• [WHAT YOU NEED TO DO]: Keep every line of the data below that has the string "names" and present those lines.

===== EXCERPTED DATA =====

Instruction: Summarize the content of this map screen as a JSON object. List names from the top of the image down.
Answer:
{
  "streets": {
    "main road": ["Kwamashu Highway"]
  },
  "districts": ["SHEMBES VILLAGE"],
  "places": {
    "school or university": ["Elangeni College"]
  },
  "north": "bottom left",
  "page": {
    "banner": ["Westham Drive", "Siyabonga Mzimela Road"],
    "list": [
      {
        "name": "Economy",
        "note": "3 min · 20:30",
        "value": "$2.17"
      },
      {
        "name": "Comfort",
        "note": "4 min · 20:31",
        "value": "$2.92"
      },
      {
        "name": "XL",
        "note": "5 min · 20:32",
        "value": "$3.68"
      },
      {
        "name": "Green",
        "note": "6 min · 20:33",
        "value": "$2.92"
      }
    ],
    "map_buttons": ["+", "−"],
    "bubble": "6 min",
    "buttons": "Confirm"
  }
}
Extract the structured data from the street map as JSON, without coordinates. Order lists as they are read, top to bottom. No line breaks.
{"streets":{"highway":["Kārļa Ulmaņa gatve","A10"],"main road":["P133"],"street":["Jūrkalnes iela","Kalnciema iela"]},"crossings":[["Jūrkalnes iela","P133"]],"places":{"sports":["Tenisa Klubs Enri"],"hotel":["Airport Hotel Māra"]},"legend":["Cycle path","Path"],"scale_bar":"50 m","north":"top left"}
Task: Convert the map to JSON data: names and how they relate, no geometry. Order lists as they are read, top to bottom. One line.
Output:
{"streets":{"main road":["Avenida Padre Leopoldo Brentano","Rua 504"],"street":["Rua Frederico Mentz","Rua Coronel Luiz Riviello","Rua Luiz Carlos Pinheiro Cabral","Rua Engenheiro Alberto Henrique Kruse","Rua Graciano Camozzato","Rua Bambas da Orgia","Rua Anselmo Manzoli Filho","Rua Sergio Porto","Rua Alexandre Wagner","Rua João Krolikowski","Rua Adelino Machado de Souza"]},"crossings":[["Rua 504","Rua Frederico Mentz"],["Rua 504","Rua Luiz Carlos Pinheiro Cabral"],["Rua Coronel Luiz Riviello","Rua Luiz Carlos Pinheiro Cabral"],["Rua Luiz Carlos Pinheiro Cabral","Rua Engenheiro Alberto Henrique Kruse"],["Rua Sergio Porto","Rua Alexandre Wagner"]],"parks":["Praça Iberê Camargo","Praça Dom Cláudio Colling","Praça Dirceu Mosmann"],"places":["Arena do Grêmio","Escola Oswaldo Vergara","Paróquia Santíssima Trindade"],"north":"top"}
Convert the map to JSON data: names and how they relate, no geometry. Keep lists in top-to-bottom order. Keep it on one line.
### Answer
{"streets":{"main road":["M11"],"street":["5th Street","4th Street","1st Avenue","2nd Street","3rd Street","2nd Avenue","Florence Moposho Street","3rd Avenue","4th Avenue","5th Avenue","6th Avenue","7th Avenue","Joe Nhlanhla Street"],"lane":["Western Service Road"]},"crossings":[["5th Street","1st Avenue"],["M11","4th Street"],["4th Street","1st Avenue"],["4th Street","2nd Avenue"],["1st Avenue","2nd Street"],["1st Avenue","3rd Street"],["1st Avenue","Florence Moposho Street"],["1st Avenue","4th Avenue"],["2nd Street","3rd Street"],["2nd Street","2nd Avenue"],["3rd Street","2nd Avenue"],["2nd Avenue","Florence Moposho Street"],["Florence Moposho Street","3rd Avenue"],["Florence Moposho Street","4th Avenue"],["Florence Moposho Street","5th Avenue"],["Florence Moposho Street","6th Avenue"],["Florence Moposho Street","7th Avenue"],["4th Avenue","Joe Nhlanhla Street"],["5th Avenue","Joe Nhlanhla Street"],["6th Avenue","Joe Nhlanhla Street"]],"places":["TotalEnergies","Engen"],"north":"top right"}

=====

• [ANSWER TO THIS TASK]:
Instruction: Summarize the content of this map screen as a JSON object. List names from the top of the image down.
Task: Convert the map to JSON data: names and how they relate, no geometry. Order lists as they are read, top to bottom. One line.
Convert the map to JSON data: names and how they relate, no geometry. Keep lists in top-to-bottom order. Keep it on one line.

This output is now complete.